Well…did not see this one coming, now did we?

Olympique Lyonnais 3, Manchester City 1. It has been several days, and I still cannot believe that scoreline every time I see it.

Les Gones are, somehow, through to the semifinal of the Champions League. A historic win, brought about by brilliant individual performances and solid management, helped them get here, and they have become one of the biggest positive stories in the football world in a year where we desperately could use a feel-good underdog story.

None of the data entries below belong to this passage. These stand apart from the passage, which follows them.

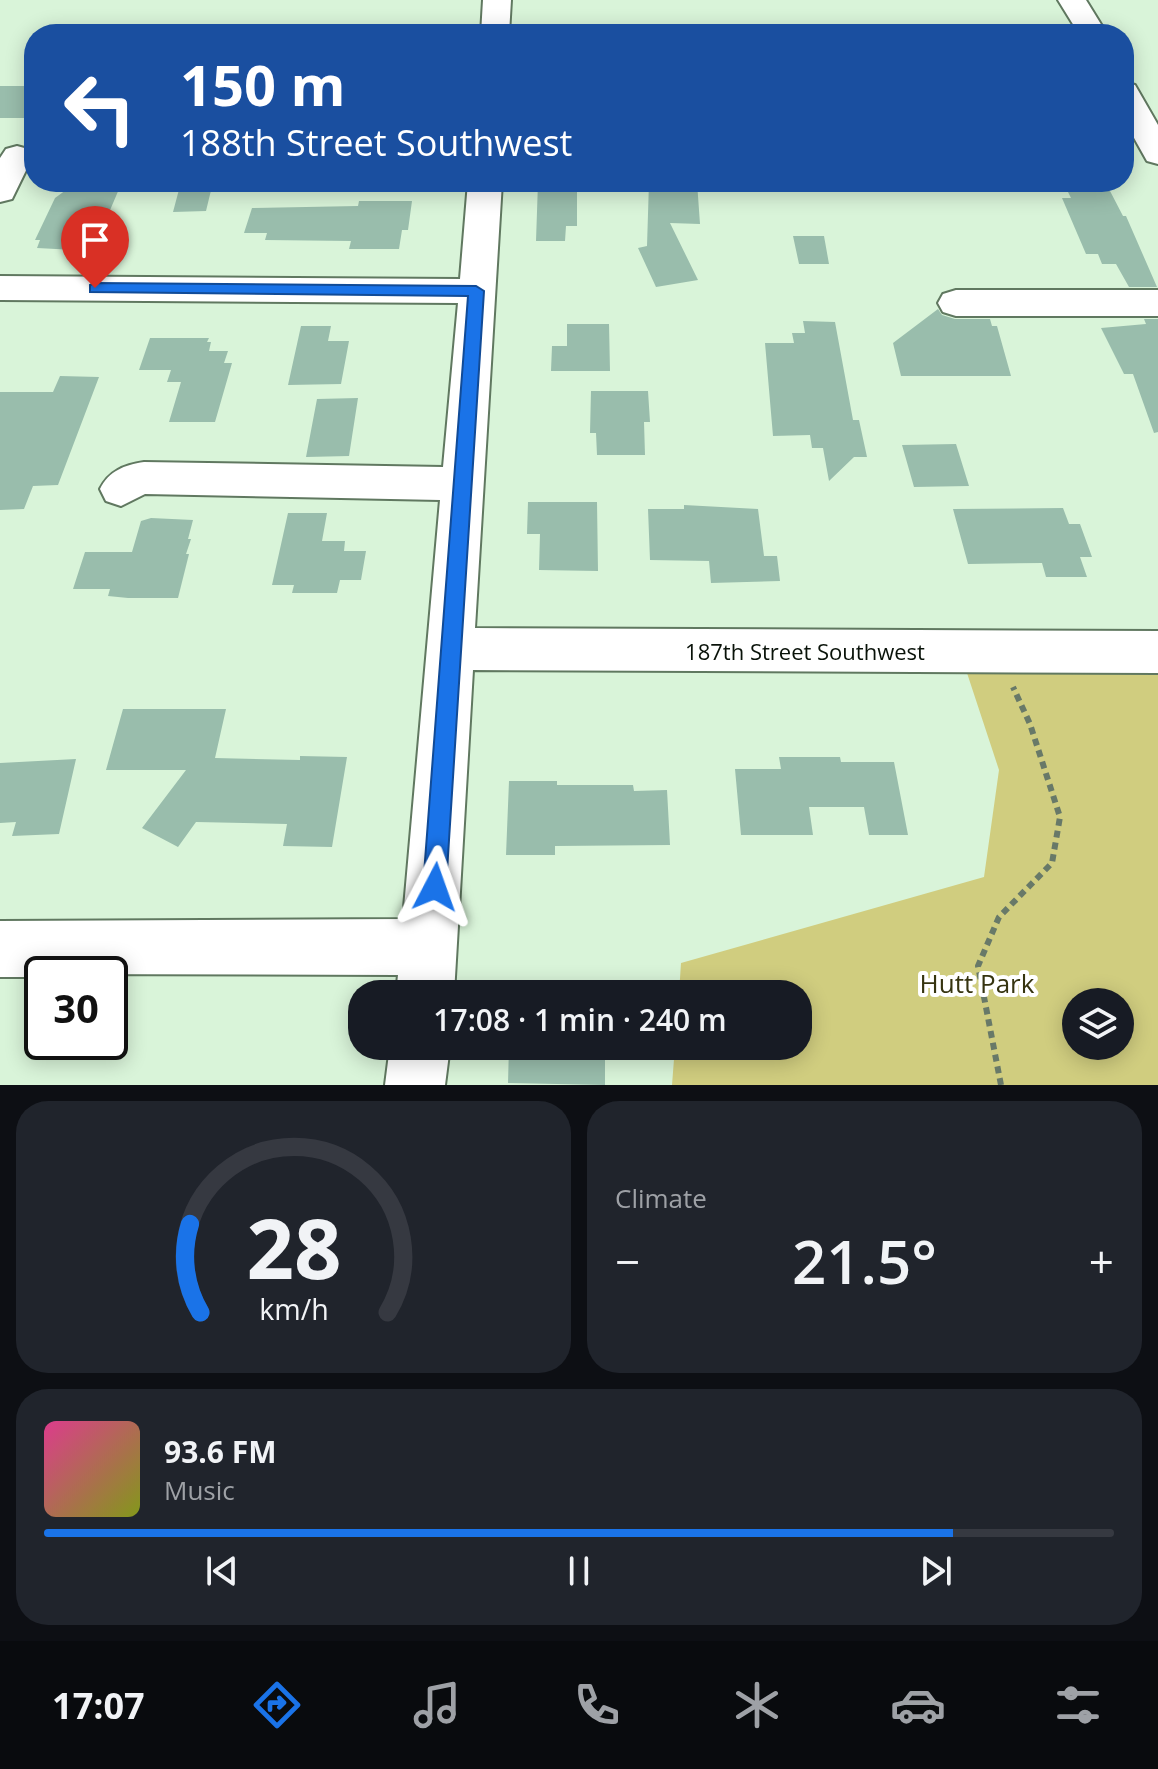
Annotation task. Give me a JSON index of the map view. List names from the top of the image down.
{
  "streets": {
    "street": ["187th Street Southwest"]
  },
  "parks": ["Hutt Park"],
  "page": {
    "turn": ["150 m", "188th Street Southwest"],
    "limit": "30",
    "trip": "17:08 · 1 min · 240 m",
    "tile": "Climate",
    "heat": ["−", "21.5°", "+"],
    "song": ["93.6 FM", "Music"],
    "tabs": "17:07",
    "gauge": ["28", "km/h"]
  }
}
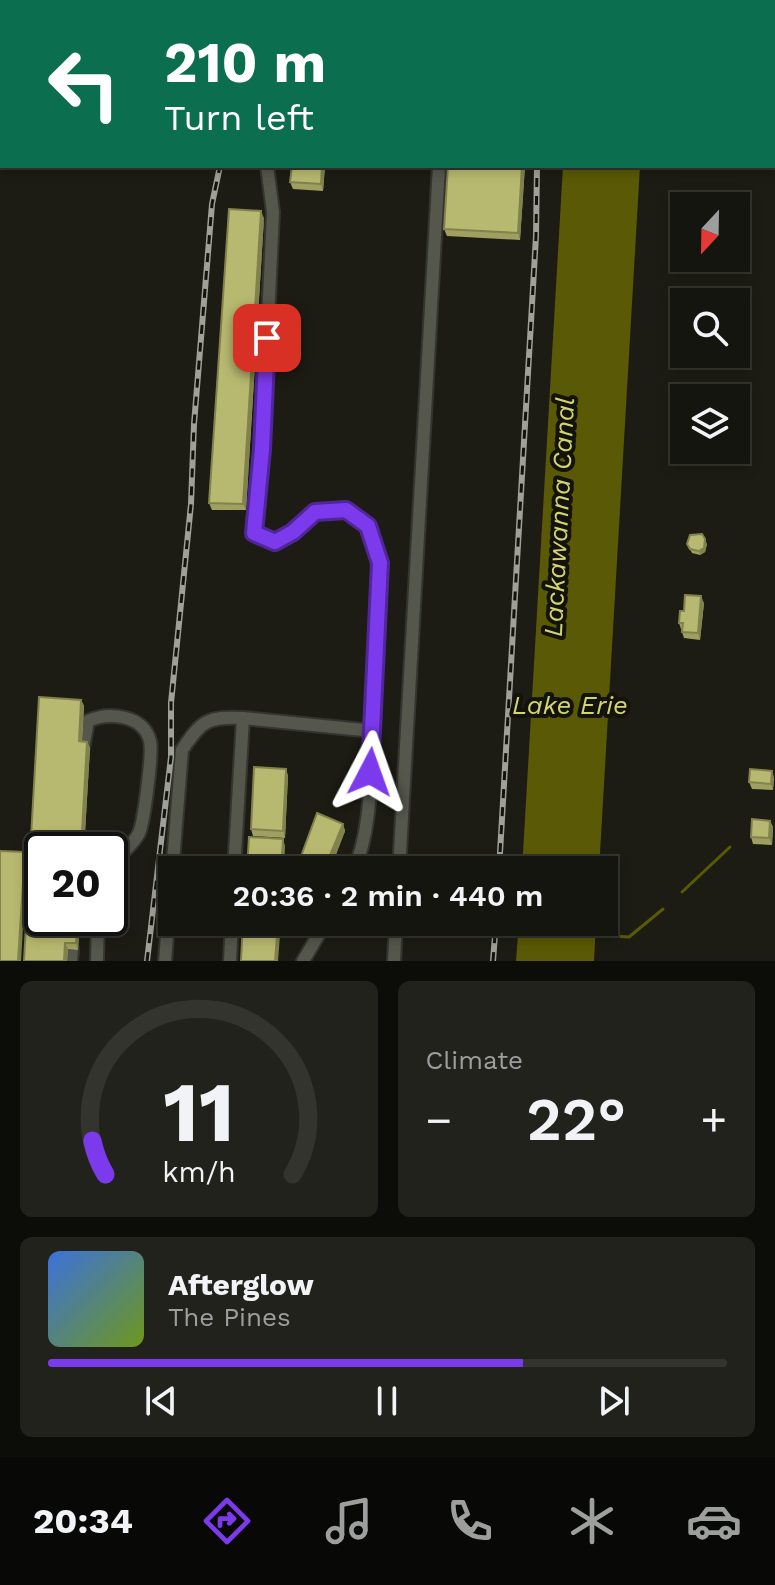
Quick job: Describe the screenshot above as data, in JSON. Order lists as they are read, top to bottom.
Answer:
{
  "water": ["Lackawanna Canal", "Lake Erie"],
  "north": "bottom",
  "page": {
    "turn": ["210 m", "Turn left"],
    "limit": "20",
    "trip": "20:36 · 2 min · 440 m",
    "tile": "Climate",
    "heat": ["−", "22°", "+"],
    "song": ["Afterglow", "The Pines"],
    "tabs": "20:34",
    "gauge": ["11", "km/h"]
  }
}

I wanted to write this because the prevailing narrative surrounding the match in many of places is “Lyon won because Man City got it wrong” or “the biggest story is Pep’s bad tactics”. Peter Drury even said after the match, while viewing the Lyon players celebrating, that “Bayern will be licking their chops”. Yes, Pep did get it massively wrong tactically, and that will not help the narrative that he overthinks big European matches. Yes, Lyon rode their luck a bit, mainly with Raheem Sterling missing an open goal, but there is not a team that has ever won a European Cup without riding their luck. I am here to give Lyon credit, because, in many ways, they got their game plan spot on. This is possibly OL’s biggest ever win as a club in their 70-year existence, and easily the biggest win since owner and club president Jean-Michel Aulas purchased the club in 1987, so let us actually talk about the story of the match.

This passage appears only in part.